Correlation and Regression Analysis – A Primer

Welcome back to Making Molehills out of Mountains University. For years data analytics have been my passion. I have spent years looking at human behavior and applying statistical analysis techniques to answer two primary business questions every CEO has, “Should I do X” and “If I do X what will happen?”  There is a third question they often ask, “I did X, what happened? It was not what I expected.” But that’s usually asked when something like New Coke flops, uh, I mean, doesn’t meet expectations.

My favorite tool, admitting my bias, is the mTab suite of analysis tools.  In the past ten years, mTab has become the standard in the automotive industry and has contributed, in my considerable professional opinion, to have a profound effect on the industry’s recovery.  After all, they’re now producing cars people are excited to buy.

Sorry, I digress. This is the 2nd class in Market Research Data Analysis 101. I teach in plain English, or as plain as possible considering the subject matter. In later classes we can do the math.  So, put away your smart phones, get out your tablets and learn something.

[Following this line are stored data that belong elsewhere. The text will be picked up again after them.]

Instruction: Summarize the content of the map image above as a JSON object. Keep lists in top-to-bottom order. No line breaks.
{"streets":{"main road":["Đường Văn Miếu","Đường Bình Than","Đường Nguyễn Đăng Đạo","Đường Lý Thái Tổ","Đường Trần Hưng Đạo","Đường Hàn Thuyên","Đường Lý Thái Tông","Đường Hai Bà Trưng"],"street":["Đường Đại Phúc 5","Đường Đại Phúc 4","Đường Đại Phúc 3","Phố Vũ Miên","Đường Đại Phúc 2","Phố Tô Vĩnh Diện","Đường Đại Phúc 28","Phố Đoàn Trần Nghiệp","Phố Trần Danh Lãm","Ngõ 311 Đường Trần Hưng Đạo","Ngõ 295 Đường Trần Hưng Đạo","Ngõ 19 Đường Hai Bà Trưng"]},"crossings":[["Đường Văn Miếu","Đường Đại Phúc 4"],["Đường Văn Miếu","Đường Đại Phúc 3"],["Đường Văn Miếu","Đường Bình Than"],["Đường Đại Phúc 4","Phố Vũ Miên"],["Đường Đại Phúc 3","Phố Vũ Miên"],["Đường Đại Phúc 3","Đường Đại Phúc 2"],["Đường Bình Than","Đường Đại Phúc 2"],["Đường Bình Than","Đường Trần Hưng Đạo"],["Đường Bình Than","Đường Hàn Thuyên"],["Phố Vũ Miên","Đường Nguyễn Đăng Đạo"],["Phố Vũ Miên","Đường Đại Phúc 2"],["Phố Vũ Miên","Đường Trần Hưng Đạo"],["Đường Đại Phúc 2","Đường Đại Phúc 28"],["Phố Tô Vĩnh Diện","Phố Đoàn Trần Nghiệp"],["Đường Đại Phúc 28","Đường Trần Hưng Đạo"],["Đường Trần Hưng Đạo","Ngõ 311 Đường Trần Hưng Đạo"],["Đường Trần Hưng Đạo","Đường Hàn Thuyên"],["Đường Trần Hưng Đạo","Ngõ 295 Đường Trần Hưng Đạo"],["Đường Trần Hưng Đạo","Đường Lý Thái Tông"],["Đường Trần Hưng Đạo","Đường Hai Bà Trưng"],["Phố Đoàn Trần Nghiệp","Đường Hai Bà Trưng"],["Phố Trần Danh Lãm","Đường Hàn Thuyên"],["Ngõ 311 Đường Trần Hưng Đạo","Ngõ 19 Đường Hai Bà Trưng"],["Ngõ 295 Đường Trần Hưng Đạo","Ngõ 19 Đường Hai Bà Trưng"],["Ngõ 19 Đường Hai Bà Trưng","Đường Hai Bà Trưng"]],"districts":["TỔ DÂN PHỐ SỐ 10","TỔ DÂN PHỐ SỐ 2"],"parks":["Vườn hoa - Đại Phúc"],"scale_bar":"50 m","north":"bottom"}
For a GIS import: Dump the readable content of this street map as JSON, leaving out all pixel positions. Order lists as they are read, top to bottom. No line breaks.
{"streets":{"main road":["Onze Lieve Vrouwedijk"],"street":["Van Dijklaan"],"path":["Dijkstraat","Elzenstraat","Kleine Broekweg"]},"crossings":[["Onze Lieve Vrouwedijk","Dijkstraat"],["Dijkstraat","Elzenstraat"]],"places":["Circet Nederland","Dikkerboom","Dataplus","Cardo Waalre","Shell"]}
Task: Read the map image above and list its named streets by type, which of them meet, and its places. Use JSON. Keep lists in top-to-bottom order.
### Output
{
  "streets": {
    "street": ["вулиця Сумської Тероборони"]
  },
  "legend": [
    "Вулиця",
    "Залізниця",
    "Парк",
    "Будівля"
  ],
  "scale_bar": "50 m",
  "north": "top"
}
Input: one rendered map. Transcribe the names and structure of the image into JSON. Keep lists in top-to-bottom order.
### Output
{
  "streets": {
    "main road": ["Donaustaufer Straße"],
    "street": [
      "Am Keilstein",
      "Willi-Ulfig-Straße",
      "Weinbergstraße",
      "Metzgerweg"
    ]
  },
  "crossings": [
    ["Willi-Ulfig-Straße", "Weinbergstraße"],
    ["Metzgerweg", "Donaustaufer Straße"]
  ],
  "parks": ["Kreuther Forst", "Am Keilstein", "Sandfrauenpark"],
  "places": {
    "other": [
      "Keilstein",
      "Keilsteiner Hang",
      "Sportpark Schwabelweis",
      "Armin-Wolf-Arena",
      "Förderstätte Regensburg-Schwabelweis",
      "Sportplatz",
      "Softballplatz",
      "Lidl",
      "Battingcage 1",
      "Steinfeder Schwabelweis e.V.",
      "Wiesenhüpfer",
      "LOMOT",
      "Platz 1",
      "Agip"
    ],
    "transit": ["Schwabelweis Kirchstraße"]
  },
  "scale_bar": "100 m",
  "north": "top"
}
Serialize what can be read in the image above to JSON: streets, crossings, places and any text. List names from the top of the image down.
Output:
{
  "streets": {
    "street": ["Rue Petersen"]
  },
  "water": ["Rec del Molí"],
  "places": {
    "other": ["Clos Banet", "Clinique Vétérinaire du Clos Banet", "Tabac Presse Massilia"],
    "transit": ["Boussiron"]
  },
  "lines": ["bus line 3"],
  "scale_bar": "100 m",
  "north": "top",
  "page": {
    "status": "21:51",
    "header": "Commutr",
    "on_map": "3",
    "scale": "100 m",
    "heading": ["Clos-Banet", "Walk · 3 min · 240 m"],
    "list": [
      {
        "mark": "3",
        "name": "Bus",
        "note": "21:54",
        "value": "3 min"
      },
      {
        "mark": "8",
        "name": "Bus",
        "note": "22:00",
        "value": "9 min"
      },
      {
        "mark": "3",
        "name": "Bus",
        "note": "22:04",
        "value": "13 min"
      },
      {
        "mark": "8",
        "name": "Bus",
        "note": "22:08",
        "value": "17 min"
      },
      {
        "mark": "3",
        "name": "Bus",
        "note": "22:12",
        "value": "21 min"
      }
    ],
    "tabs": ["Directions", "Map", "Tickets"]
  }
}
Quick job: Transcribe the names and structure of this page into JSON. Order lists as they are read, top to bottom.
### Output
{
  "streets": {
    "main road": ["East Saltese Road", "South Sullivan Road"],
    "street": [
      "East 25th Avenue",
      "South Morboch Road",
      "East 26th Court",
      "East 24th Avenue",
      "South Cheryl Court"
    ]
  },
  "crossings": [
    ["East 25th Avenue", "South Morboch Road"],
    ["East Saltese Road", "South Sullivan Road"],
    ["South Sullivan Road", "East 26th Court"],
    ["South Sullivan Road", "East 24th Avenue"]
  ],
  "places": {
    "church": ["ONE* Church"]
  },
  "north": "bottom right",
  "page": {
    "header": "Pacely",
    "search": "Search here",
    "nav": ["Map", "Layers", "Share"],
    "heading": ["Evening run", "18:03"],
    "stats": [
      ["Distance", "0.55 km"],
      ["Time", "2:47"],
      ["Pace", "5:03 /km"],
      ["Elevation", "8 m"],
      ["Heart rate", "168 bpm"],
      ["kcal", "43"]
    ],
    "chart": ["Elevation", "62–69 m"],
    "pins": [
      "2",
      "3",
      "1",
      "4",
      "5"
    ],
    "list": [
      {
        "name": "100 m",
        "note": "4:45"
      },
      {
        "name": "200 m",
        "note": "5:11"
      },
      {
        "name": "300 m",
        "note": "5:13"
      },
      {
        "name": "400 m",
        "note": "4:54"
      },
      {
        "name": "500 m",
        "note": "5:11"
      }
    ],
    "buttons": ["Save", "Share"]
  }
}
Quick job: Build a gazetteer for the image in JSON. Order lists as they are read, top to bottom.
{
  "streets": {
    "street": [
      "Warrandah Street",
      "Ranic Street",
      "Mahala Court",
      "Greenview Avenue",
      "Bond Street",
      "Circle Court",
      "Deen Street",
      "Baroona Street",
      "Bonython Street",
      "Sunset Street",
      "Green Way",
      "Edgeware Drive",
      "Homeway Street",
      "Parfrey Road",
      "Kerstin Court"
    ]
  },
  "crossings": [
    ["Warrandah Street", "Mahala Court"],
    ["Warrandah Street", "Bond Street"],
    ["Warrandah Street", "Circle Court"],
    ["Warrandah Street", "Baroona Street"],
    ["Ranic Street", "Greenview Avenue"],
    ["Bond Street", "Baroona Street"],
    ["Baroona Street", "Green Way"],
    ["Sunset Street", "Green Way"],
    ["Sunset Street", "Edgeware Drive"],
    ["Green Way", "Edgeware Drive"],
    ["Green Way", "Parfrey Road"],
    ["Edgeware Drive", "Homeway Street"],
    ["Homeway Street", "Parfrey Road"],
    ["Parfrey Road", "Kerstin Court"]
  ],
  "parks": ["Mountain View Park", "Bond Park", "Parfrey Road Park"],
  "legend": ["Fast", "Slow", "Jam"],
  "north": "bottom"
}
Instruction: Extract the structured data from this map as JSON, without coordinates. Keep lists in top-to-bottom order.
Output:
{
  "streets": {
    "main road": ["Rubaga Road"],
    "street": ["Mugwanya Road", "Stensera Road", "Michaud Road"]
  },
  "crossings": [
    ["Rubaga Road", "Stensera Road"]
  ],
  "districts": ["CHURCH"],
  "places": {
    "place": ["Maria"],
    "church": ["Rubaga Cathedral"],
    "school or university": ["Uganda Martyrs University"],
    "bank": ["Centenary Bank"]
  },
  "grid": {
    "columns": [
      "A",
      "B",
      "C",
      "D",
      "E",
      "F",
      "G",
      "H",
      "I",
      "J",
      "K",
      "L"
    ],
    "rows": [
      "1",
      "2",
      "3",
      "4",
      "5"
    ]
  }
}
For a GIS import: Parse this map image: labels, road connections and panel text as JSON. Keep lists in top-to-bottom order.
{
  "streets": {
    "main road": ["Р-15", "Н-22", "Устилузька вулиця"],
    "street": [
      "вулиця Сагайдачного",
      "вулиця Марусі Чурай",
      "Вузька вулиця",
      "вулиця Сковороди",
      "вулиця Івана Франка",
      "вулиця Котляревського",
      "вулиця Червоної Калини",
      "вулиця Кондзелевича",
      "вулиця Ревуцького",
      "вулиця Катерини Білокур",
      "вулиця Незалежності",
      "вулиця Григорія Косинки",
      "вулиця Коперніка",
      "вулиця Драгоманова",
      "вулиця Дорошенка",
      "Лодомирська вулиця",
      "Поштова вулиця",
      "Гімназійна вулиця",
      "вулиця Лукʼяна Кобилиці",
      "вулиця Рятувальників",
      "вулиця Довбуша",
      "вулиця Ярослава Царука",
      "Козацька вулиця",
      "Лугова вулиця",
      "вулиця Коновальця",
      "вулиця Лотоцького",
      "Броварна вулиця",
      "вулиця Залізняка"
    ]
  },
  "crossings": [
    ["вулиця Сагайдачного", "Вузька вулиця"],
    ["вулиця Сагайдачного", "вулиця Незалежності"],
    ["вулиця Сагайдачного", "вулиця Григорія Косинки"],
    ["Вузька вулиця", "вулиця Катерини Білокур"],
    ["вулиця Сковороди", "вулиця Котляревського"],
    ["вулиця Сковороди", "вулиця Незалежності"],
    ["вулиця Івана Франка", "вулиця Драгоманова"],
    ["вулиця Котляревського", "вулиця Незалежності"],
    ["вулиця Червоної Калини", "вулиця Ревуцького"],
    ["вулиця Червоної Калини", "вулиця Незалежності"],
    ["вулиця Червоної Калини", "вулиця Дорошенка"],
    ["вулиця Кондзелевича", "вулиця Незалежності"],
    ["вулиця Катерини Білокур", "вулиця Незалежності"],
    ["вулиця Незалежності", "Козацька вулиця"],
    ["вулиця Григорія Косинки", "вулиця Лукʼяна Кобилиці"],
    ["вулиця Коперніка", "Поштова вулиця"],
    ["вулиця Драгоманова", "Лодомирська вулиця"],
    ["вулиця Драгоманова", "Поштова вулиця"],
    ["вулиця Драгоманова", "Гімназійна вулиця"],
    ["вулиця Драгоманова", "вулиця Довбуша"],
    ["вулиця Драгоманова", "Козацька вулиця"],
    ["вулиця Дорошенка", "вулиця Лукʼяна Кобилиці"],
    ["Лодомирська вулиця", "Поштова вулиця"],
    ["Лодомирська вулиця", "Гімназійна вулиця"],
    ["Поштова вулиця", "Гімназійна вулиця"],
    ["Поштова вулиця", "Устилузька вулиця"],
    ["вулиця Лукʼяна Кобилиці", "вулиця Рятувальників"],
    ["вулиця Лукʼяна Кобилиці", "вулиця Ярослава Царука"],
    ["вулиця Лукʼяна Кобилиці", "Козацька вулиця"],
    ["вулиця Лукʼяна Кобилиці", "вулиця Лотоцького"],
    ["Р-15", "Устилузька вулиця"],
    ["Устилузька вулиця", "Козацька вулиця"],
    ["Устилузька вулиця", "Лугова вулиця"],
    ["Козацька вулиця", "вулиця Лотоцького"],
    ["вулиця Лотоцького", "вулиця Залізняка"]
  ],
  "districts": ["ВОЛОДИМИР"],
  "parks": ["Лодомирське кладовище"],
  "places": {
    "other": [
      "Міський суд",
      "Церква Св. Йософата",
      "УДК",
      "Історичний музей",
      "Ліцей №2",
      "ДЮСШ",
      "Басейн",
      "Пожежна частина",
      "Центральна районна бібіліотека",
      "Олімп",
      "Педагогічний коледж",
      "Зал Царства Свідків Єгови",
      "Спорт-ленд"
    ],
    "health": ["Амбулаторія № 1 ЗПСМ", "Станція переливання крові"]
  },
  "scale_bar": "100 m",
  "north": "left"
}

Today I introduce you to the lovely world of Correlation and Regression analysis which are two of the most commonly used techniques for determining the relationship between two quantitative variables.

Correlation Analysis

Assuming you’ve collected your data the first step is to create a scatter diagram.  Variable 1 is the X-axis and the other is the Y axis. The resulting diagram indicates the linear relationship between the two variables.  The closer they are to a straight line the stronger the relationship.  The linear relationship is defined as positive, negative or null and is expressed by a correlation coefficient or +1, -1, or 0.

A positive relationship means that a change in one variable has a positive effect (increase marketing budget = increase in sales). The converse is true for a negative relationship (increase in price = decrease in sales).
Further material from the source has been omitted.